The +Live+ Reunion World Tour, presented by AMP Events, played to sold-out houses at Time Square’s new Sun Arena in Menlyn Park on 10 and 11 November last year. To accommodate fans across the globe, the American rock band’s performance was recorded for DVD and live streaming. Positioned at the OB van, Audio Engineer Marinus Visser from Blue Array Productions operated on a DiGiCo SD5, almost maxing out the console.

Blue Array was contracted by Militia Broadcasts to handle the multitrack for both shows. On the second night, Marinus was also responsible for the live broadcast mix for the web streaming. “Eban sat with me and just loved it,’ grins Marinus. “He said the sound was amazing.’

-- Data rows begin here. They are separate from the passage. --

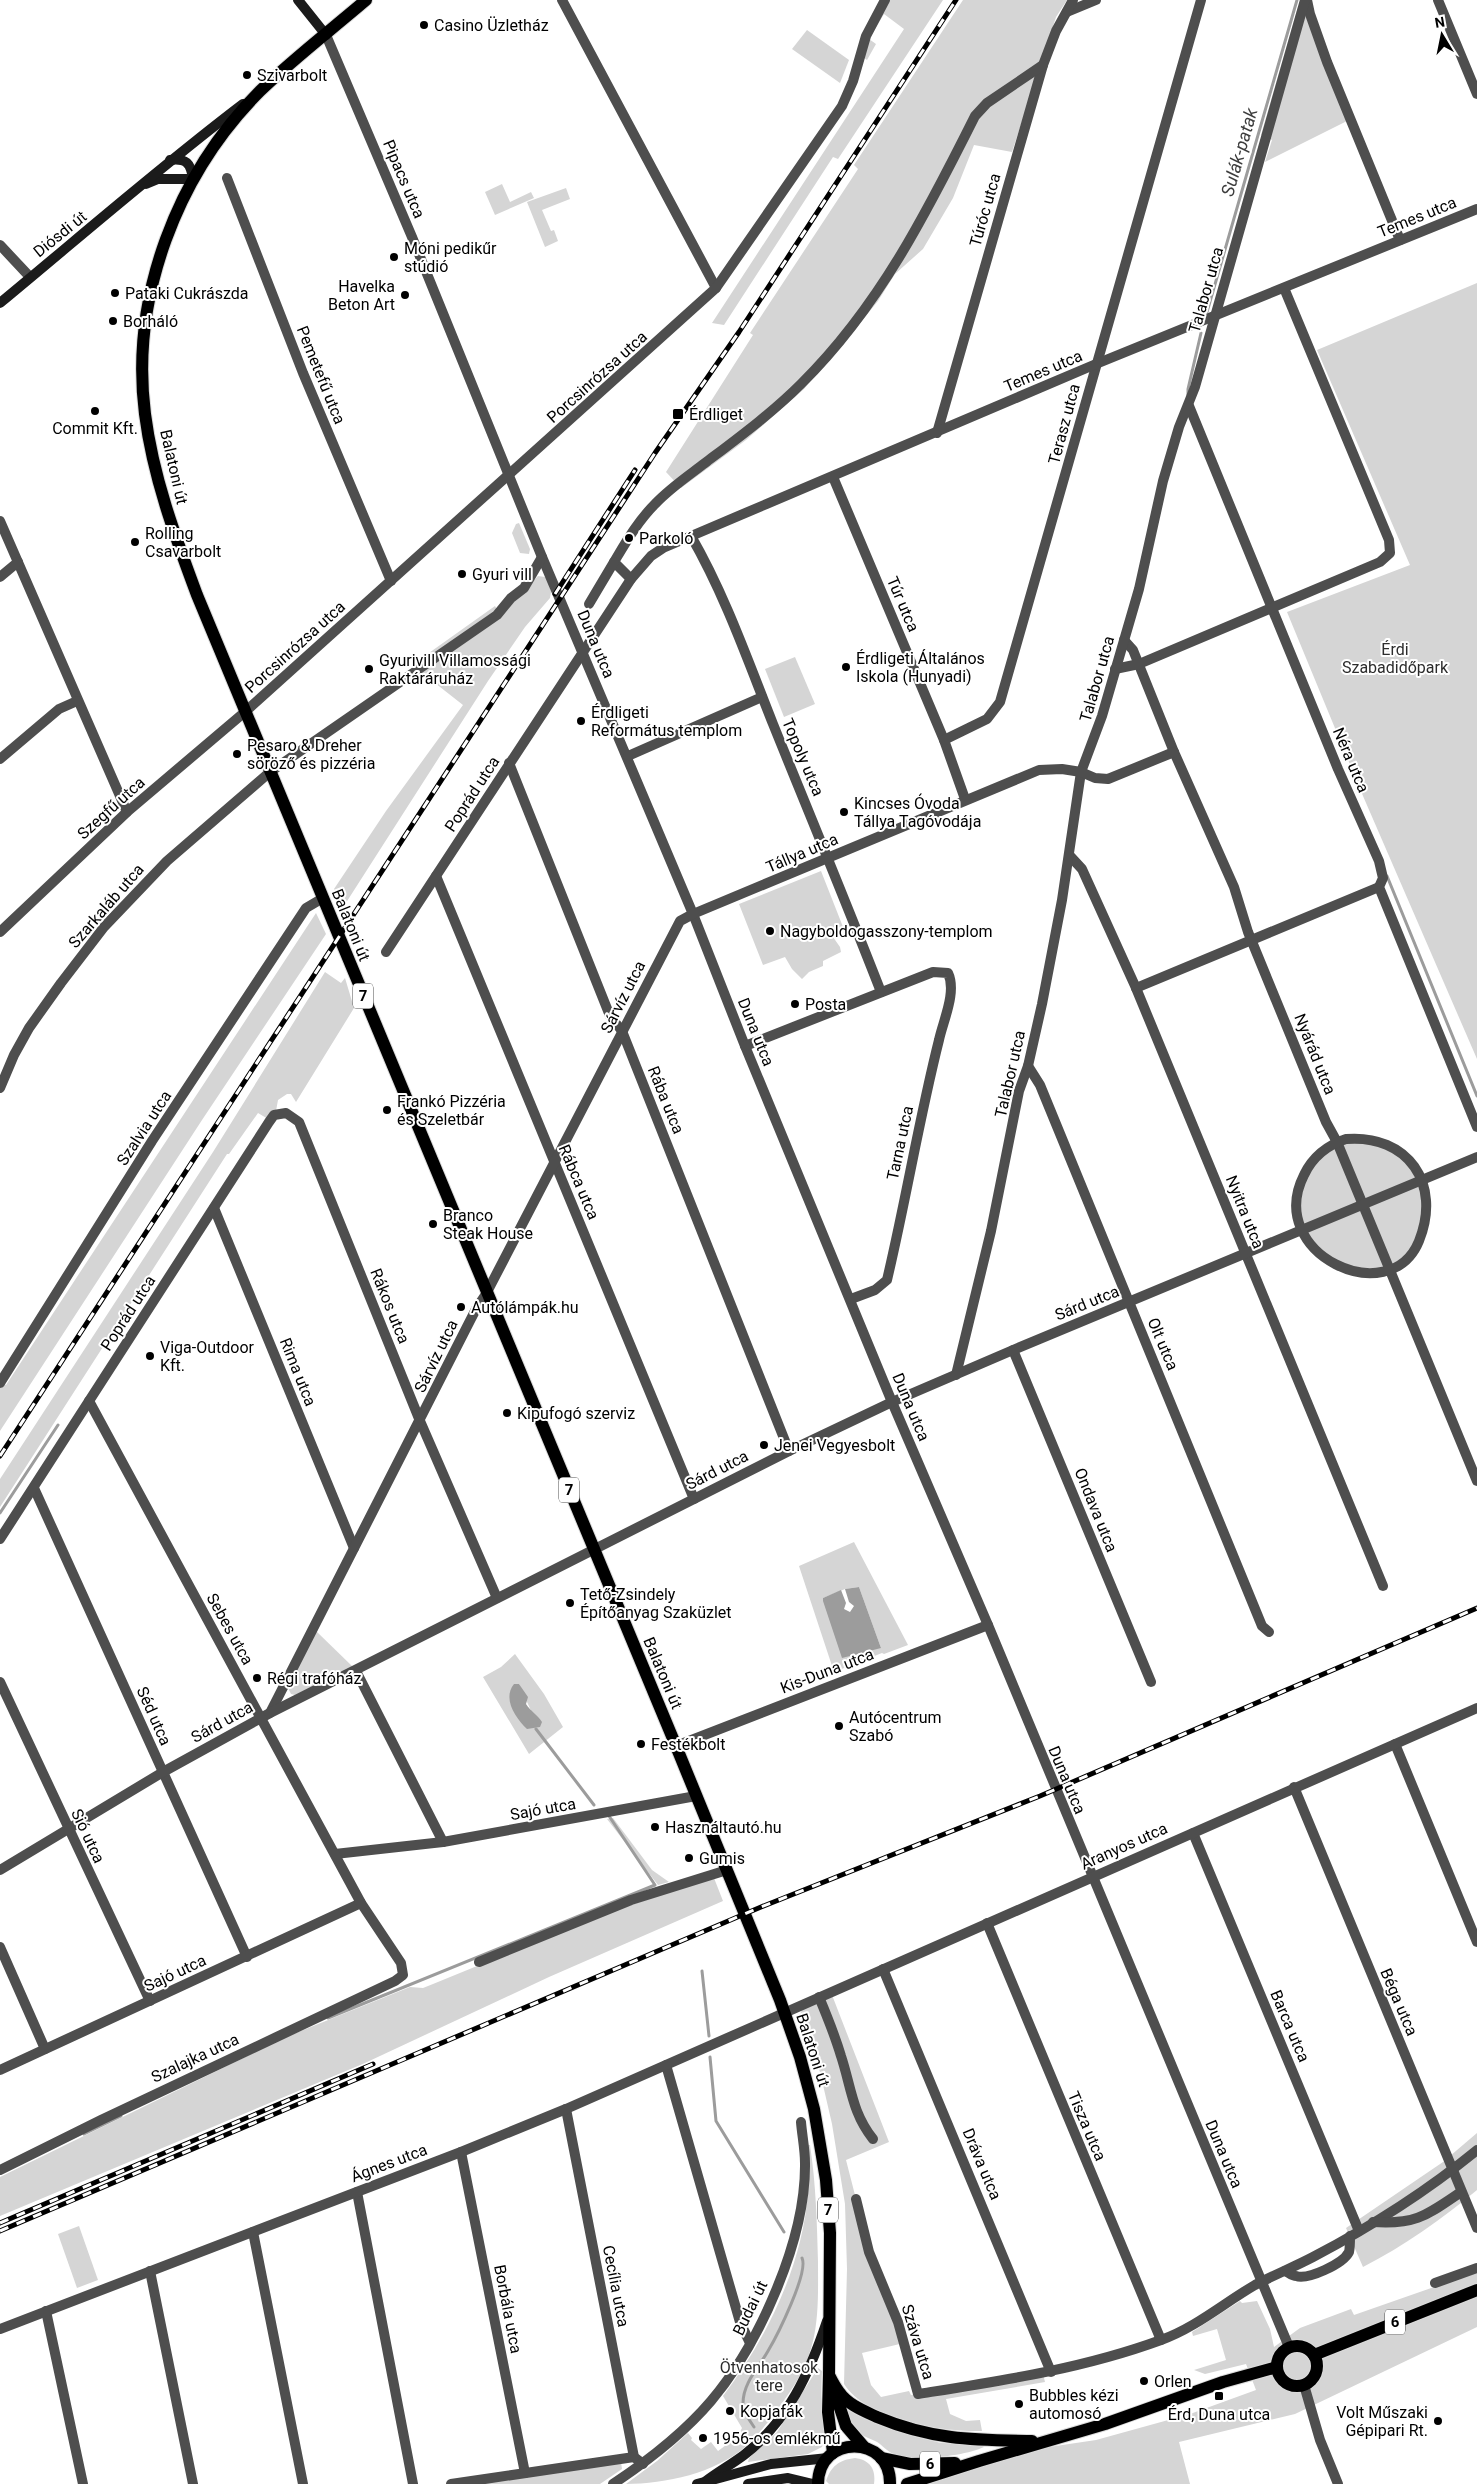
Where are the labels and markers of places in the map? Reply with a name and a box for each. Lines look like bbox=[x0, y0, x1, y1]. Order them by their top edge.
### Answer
place label: Casino Üzletház bbox=[434, 16, 549, 35]
marker: Casino Üzletház bbox=[418, 19, 430, 31]
place label: Szivarbolt bbox=[257, 66, 327, 85]
marker: Szivarbolt bbox=[241, 69, 253, 81]
place label: Móni pedikűr stúdió bbox=[404, 239, 497, 276]
marker: Móni pedikűr stúdió bbox=[388, 251, 400, 263]
place label: Havelka Beton Art bbox=[328, 277, 395, 314]
place label: Pataki Cukrászda bbox=[125, 284, 249, 303]
marker: Pataki Cukrászda bbox=[109, 287, 121, 299]
marker: Havelka Beton Art bbox=[399, 289, 411, 301]
place label: Borháló bbox=[123, 312, 178, 331]
marker: Borháló bbox=[107, 315, 119, 327]
marker: Commit Kft. bbox=[89, 405, 101, 417]
place label: Érdliget bbox=[689, 405, 743, 424]
marker: Érdliget bbox=[671, 407, 685, 421]
place label: Commit Kft. bbox=[52, 419, 138, 438]
place label: Rolling Csavarbolt bbox=[145, 524, 221, 561]
place label: Parkoló bbox=[639, 529, 693, 548]
marker: Parkoló bbox=[623, 532, 635, 544]
marker: Rolling Csavarbolt bbox=[129, 536, 141, 548]
place label: Gyuri vill bbox=[472, 565, 532, 584]
marker: Gyuri vill bbox=[456, 568, 468, 580]
place label: Érdligeti Általános Iskola (Hunyadi) bbox=[856, 649, 985, 686]
place label: Gyurivill Villamossági Raktáráruház bbox=[379, 651, 531, 688]
marker: Érdligeti Általános Iskola (Hunyadi) bbox=[840, 661, 852, 673]
marker: Gyurivill Villamossági Raktáráruház bbox=[363, 663, 375, 675]
place label: Érdligeti Református templom bbox=[591, 703, 742, 740]
marker: Érdligeti Református templom bbox=[575, 715, 587, 727]
place label: Pesaro & Dreher söröző és pizzéria bbox=[247, 736, 375, 773]
marker: Pesaro & Dreher söröző és pizzéria bbox=[231, 748, 243, 760]
place label: Kincses Óvoda Tállya Tagóvodája bbox=[854, 793, 981, 831]
marker: Kincses Óvoda Tállya Tagóvodája bbox=[838, 806, 850, 818]
place label: Nagyboldogasszony-templom bbox=[780, 922, 993, 941]
marker: Nagyboldogasszony-templom bbox=[764, 925, 776, 937]
place label: Posta bbox=[805, 995, 846, 1014]
marker: Posta bbox=[789, 998, 801, 1010]
place label: Frankó Pizzéria és Szeletbár bbox=[397, 1092, 506, 1129]
marker: Frankó Pizzéria és Szeletbár bbox=[381, 1104, 393, 1116]
place label: Branco Steak House bbox=[443, 1206, 533, 1243]
marker: Branco Steak House bbox=[427, 1218, 439, 1230]
place label: Autólámpák.hu bbox=[471, 1298, 579, 1317]
marker: Autólámpák.hu bbox=[455, 1301, 467, 1313]
place label: Viga-Outdoor Kft. bbox=[160, 1338, 255, 1375]
marker: Viga-Outdoor Kft. bbox=[144, 1350, 156, 1362]
place label: Kipufogó szerviz bbox=[517, 1404, 635, 1423]
marker: Kipufogó szerviz bbox=[501, 1407, 513, 1419]
place label: Jenei Vegyesbolt bbox=[774, 1436, 895, 1455]
marker: Jenei Vegyesbolt bbox=[758, 1439, 770, 1451]
place label: Tető-Zsindely Építőanyag Szaküzlet bbox=[580, 1585, 732, 1622]
marker: Tető-Zsindely Építőanyag Szaküzlet bbox=[564, 1597, 576, 1609]
place label: Régi trafóház bbox=[267, 1669, 361, 1688]
marker: Régi trafóház bbox=[251, 1672, 263, 1684]
place label: Autócentrum Szabó bbox=[849, 1708, 942, 1745]
marker: Autócentrum Szabó bbox=[833, 1720, 845, 1732]
place label: Festékbolt bbox=[651, 1735, 725, 1754]
marker: Festékbolt bbox=[635, 1738, 647, 1750]
place label: Használtautó.hu bbox=[665, 1818, 782, 1837]
marker: Használtautó.hu bbox=[649, 1821, 661, 1833]
place label: Gumis bbox=[699, 1849, 745, 1868]
marker: Gumis bbox=[683, 1852, 695, 1864]
place label: Orlen bbox=[1154, 2372, 1192, 2391]
marker: Orlen bbox=[1138, 2375, 1150, 2387]
place label: Bubbles kézi automosó bbox=[1029, 2386, 1119, 2423]
marker: Érd, Duna utca bbox=[1213, 2390, 1225, 2402]
marker: Bubbles kézi automosó bbox=[1013, 2398, 1025, 2410]
place label: Kopjafák bbox=[740, 2402, 804, 2421]
place label: Volt Műszaki Gépipari Rt. bbox=[1336, 2403, 1428, 2440]
marker: Kopjafák bbox=[724, 2405, 736, 2417]
place label: Érd, Duna utca bbox=[1168, 2405, 1270, 2424]
marker: Volt Műszaki Gépipari Rt. bbox=[1432, 2415, 1444, 2427]
place label: 1956-os emlékmű bbox=[713, 2429, 841, 2448]
marker: 1956-os emlékmű bbox=[697, 2432, 709, 2444]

Another person equally pleased with the audio from the DiGiCo SD5 was Eric Shenyo, the international FOH Engineer/tour manager. “He came to the van a couple of times before the show and just wanted to have a listen to what I had done and give me a few pointers on certain songs where he wanted certain effects,’ explained Marinus. “I took some notes and would then audition and play back what it sounded like. It was great as anything he asked to listen to and try out was right at my fingertips.’’

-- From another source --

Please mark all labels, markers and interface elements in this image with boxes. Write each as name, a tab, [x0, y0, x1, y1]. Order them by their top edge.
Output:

When asked for a room reverb for the drums, Marinus was able to add it instantly. “I showed him some of the other effects I used on the drums. We went to the guitars, I showed him the plug-ins strips I used and how I placed the guitars, and he replied, “I should actually go try this on my board in the venue just now.’ Having the ability to populate the board with tons of effects meant I could easily and quickly switch to something he liked. A rewarding feeling when you get told “it sounds great’’.

The pair discussed the vocals. “Every single effect Eric Shenyo, asked for I had.’ They soon realised that what Marinus was doing in the OB van was notably similar to what was being done at FOH, the only difference being that the DiGiCo SD5 achieved these results without relying on dozens of external plugins.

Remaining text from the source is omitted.